PROVIDED DATA.

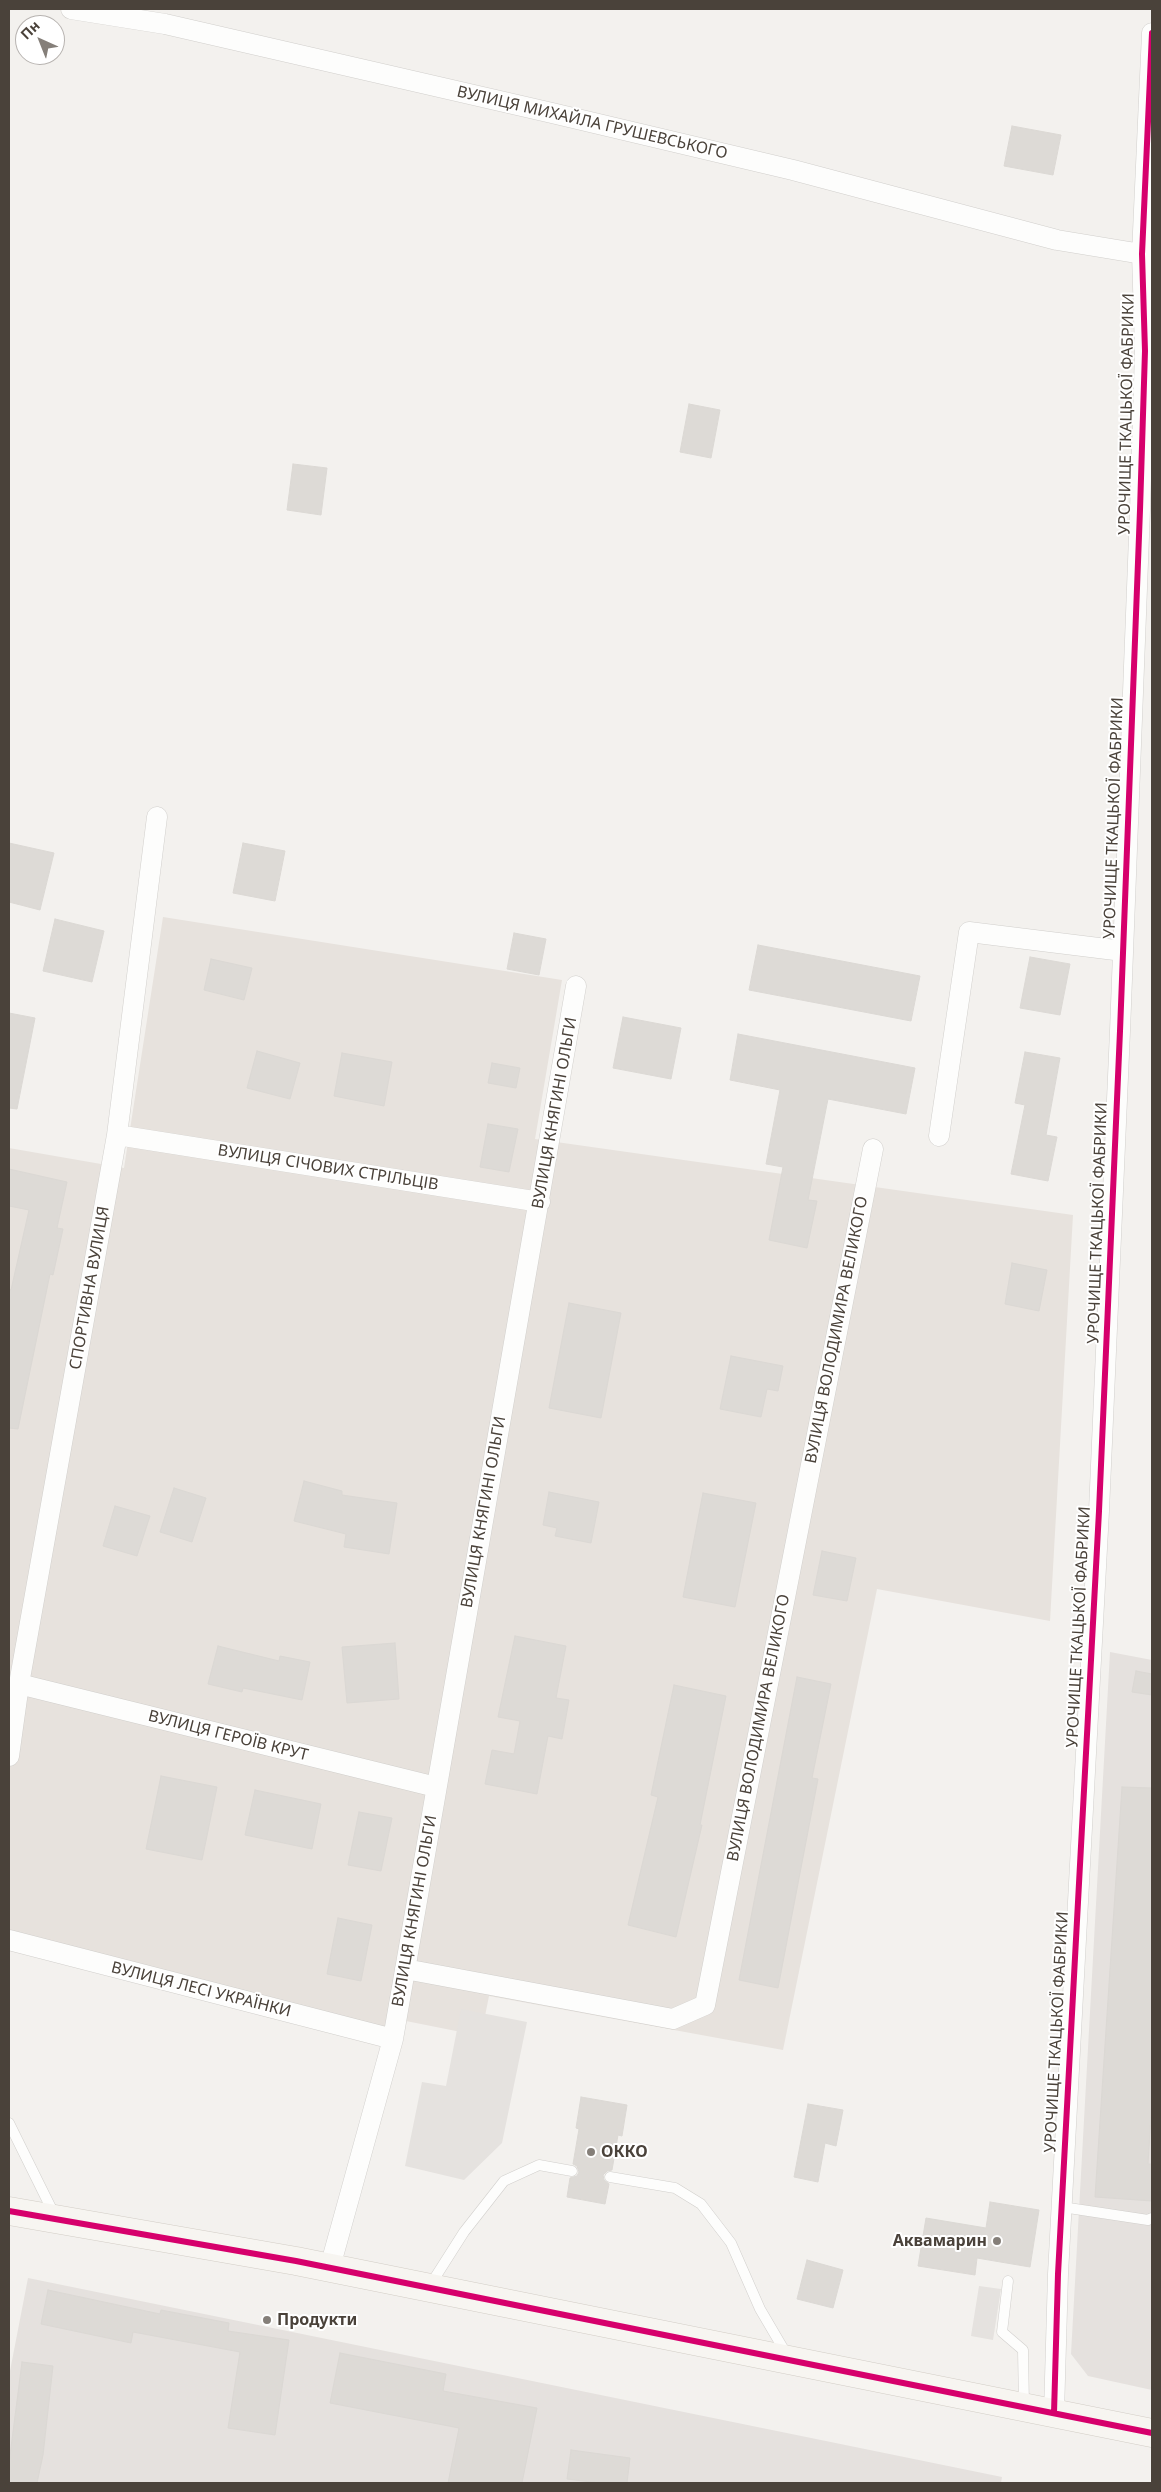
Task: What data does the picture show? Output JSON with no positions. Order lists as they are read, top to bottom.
{
  "streets": {
    "street": [
      "ВУЛИЦЯ МИХАЙЛА ГРУШЕВСЬКОГО",
      "УРОЧИЩЕ ТКАЦЬКОЇ ФАБРИКИ",
      "ВУЛИЦЯ КНЯГИНІ ОЛЬГИ",
      "ВУЛИЦЯ СІЧОВИХ СТРІЛЬЦІВ",
      "СПОРТИВНА ВУЛИЦЯ",
      "ВУЛИЦЯ ВОЛОДИМИРА ВЕЛИКОГО",
      "ВУЛИЦЯ ГЕРОЇВ КРУТ",
      "ВУЛИЦЯ ЛЕСІ УКРАЇНКИ"
    ]
  },
  "crossings": [
    ["ВУЛИЦЯ МИХАЙЛА ГРУШЕВСЬКОГО", "УРОЧИЩЕ ТКАЦЬКОЇ ФАБРИКИ"],
    ["ВУЛИЦЯ КНЯГИНІ ОЛЬГИ", "ВУЛИЦЯ СІЧОВИХ СТРІЛЬЦІВ"],
    ["ВУЛИЦЯ КНЯГИНІ ОЛЬГИ", "ВУЛИЦЯ ВОЛОДИМИРА ВЕЛИКОГО"],
    ["ВУЛИЦЯ КНЯГИНІ ОЛЬГИ", "ВУЛИЦЯ ГЕРОЇВ КРУТ"],
    ["ВУЛИЦЯ КНЯГИНІ ОЛЬГИ", "ВУЛИЦЯ ЛЕСІ УКРАЇНКИ"],
    ["ВУЛИЦЯ СІЧОВИХ СТРІЛЬЦІВ", "СПОРТИВНА ВУЛИЦЯ"],
    ["СПОРТИВНА ВУЛИЦЯ", "ВУЛИЦЯ ГЕРОЇВ КРУТ"]
  ],
  "places": ["ОККО", "Аквамарин", "Продукти"],
  "north": "top left"
}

TASK DETAILS. The entries above should be written out in full, and any picture in them left out.

OUTPUT FOR THIS TASK.
Task: What data does the picture show? Output JSON with no positions. Order lists as they are read, top to bottom.
{
  "streets": {
    "street": [
      "ВУЛИЦЯ МИХАЙЛА ГРУШЕВСЬКОГО",
      "УРОЧИЩЕ ТКАЦЬКОЇ ФАБРИКИ",
      "ВУЛИЦЯ КНЯГИНІ ОЛЬГИ",
      "ВУЛИЦЯ СІЧОВИХ СТРІЛЬЦІВ",
      "СПОРТИВНА ВУЛИЦЯ",
      "ВУЛИЦЯ ВОЛОДИМИРА ВЕЛИКОГО",
      "ВУЛИЦЯ ГЕРОЇВ КРУТ",
      "ВУЛИЦЯ ЛЕСІ УКРАЇНКИ"
    ]
  },
  "crossings": [
    ["ВУЛИЦЯ МИХАЙЛА ГРУШЕВСЬКОГО", "УРОЧИЩЕ ТКАЦЬКОЇ ФАБРИКИ"],
    ["ВУЛИЦЯ КНЯГИНІ ОЛЬГИ", "ВУЛИЦЯ СІЧОВИХ СТРІЛЬЦІВ"],
    ["ВУЛИЦЯ КНЯГИНІ ОЛЬГИ", "ВУЛИЦЯ ВОЛОДИМИРА ВЕЛИКОГО"],
    ["ВУЛИЦЯ КНЯГИНІ ОЛЬГИ", "ВУЛИЦЯ ГЕРОЇВ КРУТ"],
    ["ВУЛИЦЯ КНЯГИНІ ОЛЬГИ", "ВУЛИЦЯ ЛЕСІ УКРАЇНКИ"],
    ["ВУЛИЦЯ СІЧОВИХ СТРІЛЬЦІВ", "СПОРТИВНА ВУЛИЦЯ"],
    ["СПОРТИВНА ВУЛИЦЯ", "ВУЛИЦЯ ГЕРОЇВ КРУТ"]
  ],
  "places": ["ОККО", "Аквамарин", "Продукти"],
  "north": "top left"
}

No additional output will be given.